▶ **TASK GOAL**: Find the lines below in which the string "lane" occurs. Copy each one.

(Collected data entries)
▬▬▬▬▬▬▬▬▬▬

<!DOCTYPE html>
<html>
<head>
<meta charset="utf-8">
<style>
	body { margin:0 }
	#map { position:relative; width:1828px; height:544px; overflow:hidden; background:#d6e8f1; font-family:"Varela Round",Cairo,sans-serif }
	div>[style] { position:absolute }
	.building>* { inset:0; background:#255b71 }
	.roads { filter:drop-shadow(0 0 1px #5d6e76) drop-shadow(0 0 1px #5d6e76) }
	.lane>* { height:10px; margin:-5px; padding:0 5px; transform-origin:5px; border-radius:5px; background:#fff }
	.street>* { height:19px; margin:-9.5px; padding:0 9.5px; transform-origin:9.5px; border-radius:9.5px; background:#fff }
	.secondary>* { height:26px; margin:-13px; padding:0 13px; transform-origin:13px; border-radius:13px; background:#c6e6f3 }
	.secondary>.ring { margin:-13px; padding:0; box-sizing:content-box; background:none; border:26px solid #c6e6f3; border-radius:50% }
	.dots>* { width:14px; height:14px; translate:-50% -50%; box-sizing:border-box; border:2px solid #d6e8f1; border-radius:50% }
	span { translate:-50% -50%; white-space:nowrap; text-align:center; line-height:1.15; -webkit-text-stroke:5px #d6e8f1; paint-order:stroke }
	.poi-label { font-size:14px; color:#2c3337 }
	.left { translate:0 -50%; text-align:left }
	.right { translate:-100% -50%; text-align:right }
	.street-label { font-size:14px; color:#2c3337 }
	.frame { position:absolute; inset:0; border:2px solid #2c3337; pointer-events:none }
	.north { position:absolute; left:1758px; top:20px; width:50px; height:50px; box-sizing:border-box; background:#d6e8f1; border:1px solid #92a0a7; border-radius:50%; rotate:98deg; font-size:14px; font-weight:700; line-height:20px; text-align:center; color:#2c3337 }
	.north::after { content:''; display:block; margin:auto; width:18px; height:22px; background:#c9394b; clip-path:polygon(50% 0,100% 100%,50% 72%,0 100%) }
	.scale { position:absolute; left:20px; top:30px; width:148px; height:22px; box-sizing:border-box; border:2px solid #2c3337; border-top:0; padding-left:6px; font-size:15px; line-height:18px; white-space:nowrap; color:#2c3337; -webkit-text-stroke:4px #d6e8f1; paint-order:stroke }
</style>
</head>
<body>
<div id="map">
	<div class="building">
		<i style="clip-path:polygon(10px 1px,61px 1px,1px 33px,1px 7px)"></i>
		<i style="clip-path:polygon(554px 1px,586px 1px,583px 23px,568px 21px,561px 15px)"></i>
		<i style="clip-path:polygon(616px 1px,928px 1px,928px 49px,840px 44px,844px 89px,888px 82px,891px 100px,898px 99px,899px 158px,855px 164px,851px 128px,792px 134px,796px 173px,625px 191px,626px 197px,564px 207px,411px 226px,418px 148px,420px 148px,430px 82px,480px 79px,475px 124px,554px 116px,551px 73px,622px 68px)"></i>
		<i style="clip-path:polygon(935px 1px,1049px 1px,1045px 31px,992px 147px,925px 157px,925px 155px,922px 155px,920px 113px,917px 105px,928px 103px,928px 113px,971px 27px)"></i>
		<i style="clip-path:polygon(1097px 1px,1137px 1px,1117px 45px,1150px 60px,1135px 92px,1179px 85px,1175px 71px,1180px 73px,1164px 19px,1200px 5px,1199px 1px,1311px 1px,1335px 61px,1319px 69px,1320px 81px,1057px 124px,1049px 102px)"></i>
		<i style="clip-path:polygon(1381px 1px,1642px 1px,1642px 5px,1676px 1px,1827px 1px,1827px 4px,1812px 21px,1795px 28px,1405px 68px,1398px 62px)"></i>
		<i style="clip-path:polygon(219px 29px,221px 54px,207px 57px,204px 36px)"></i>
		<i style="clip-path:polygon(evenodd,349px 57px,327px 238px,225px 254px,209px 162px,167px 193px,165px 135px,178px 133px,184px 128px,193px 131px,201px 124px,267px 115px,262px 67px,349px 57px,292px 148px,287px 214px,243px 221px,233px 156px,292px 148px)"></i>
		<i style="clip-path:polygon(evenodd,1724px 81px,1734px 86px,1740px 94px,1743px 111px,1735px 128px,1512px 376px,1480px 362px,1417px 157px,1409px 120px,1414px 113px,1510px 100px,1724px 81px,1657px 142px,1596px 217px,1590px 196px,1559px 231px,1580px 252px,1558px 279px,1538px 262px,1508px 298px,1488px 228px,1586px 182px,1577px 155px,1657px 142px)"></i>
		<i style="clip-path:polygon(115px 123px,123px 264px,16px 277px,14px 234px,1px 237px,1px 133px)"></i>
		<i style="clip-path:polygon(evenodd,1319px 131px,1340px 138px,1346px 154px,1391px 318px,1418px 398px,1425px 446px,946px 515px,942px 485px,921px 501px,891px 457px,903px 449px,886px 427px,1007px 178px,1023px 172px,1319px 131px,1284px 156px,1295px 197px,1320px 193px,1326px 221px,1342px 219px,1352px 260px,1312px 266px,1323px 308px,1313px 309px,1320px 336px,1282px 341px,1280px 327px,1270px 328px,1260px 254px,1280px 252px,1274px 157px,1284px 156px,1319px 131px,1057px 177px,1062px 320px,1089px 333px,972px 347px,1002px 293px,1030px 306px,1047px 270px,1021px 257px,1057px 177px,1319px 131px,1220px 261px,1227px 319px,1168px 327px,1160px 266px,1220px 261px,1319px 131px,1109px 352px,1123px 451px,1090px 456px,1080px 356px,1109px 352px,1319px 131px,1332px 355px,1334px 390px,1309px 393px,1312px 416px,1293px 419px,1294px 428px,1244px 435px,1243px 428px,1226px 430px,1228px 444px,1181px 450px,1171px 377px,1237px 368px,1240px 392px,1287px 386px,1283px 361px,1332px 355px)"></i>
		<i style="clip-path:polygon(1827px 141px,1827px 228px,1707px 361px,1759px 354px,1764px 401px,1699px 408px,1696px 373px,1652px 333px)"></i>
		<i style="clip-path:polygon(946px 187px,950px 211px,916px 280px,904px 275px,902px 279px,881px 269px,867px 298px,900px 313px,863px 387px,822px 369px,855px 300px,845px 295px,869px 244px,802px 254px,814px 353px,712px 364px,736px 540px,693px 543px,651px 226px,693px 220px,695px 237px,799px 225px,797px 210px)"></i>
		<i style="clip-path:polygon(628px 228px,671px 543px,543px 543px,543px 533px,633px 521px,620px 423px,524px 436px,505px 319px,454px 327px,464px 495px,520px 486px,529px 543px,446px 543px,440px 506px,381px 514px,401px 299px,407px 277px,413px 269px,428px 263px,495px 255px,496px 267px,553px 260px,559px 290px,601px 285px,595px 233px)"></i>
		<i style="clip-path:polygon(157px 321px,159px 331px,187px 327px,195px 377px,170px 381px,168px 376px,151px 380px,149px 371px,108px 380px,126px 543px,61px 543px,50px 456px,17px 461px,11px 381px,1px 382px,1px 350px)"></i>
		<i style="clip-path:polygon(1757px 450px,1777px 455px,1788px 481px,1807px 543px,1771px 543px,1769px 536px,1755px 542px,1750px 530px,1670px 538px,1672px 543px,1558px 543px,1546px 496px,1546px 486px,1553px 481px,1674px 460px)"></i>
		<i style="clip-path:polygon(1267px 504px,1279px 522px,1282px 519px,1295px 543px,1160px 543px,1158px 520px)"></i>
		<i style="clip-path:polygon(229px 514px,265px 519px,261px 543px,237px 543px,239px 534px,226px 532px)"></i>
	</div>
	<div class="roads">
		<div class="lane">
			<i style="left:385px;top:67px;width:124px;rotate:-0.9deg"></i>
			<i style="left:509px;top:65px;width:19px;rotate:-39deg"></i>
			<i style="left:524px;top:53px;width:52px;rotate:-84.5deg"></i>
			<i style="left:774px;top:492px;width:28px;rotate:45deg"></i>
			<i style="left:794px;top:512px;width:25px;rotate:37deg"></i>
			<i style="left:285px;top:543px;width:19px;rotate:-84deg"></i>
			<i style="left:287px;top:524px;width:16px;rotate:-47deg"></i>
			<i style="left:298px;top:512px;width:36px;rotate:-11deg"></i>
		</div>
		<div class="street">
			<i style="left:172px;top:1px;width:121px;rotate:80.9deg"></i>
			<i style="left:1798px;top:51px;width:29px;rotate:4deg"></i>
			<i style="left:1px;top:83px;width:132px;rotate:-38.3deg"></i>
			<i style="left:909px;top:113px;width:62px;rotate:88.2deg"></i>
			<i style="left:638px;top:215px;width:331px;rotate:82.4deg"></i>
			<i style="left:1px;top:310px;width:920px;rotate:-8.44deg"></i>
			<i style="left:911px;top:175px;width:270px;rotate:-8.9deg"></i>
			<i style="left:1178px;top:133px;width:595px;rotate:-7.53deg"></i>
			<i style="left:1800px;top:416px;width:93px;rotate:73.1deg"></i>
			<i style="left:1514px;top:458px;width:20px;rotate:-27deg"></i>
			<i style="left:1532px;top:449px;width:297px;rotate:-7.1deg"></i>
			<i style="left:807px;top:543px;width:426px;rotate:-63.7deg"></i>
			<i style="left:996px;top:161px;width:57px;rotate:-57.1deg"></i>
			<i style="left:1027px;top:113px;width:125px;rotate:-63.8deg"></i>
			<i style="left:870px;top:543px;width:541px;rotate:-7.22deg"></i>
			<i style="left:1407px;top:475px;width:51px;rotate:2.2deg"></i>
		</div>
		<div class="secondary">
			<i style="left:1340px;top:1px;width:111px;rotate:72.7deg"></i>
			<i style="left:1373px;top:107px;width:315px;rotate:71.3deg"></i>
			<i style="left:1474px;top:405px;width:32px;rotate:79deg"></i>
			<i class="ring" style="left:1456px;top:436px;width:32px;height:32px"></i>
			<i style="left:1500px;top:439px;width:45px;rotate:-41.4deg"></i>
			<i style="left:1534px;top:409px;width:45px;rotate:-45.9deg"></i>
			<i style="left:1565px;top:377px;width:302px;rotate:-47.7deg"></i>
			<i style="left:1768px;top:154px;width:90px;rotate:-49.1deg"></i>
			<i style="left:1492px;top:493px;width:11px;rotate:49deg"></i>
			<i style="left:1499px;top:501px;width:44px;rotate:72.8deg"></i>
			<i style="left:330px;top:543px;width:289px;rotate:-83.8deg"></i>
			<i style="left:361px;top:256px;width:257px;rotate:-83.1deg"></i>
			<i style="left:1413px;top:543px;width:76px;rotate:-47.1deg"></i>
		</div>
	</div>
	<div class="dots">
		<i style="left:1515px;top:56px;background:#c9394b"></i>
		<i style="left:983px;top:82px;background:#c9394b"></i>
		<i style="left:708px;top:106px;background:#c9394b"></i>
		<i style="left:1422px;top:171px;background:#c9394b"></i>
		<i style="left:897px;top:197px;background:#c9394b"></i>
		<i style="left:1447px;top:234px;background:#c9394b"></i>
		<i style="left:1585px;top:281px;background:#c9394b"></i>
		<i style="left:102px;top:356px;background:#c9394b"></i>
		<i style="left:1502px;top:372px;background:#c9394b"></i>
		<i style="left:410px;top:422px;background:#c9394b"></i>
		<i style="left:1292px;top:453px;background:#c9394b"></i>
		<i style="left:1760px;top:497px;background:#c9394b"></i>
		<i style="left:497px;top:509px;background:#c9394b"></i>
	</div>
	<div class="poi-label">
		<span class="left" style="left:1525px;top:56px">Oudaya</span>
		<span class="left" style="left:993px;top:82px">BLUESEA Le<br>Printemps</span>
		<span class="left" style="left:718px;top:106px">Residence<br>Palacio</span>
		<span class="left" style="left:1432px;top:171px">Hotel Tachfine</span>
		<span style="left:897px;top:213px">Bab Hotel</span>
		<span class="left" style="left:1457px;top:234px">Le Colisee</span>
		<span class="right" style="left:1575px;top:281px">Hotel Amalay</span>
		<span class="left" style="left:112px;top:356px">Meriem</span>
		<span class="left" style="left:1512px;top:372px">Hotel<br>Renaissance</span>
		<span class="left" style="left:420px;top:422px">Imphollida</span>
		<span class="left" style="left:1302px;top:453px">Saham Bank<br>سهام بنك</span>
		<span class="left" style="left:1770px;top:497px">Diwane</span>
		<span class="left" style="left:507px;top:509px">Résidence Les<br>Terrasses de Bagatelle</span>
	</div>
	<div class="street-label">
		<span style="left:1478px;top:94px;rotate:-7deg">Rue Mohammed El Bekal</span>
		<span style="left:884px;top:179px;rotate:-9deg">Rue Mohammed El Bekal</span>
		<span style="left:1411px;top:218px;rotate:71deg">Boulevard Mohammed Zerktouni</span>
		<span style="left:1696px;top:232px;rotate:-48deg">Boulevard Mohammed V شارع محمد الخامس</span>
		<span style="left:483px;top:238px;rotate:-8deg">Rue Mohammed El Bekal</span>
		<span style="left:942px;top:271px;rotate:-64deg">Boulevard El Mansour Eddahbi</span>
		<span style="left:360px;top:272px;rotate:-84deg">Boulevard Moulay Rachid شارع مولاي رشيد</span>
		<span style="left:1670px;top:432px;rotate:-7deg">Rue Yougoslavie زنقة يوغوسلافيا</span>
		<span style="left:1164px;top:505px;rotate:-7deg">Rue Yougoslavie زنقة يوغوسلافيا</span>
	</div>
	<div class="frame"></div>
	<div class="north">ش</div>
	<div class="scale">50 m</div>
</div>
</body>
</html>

▬▬▬▬▬▬▬▬▬▬

▶ **RESULT**:
	.lane>* { height:10px; margin:-5px; padding:0 5px; transform-origin:5px; border-radius:5px; background:#fff }
		<div class="lane">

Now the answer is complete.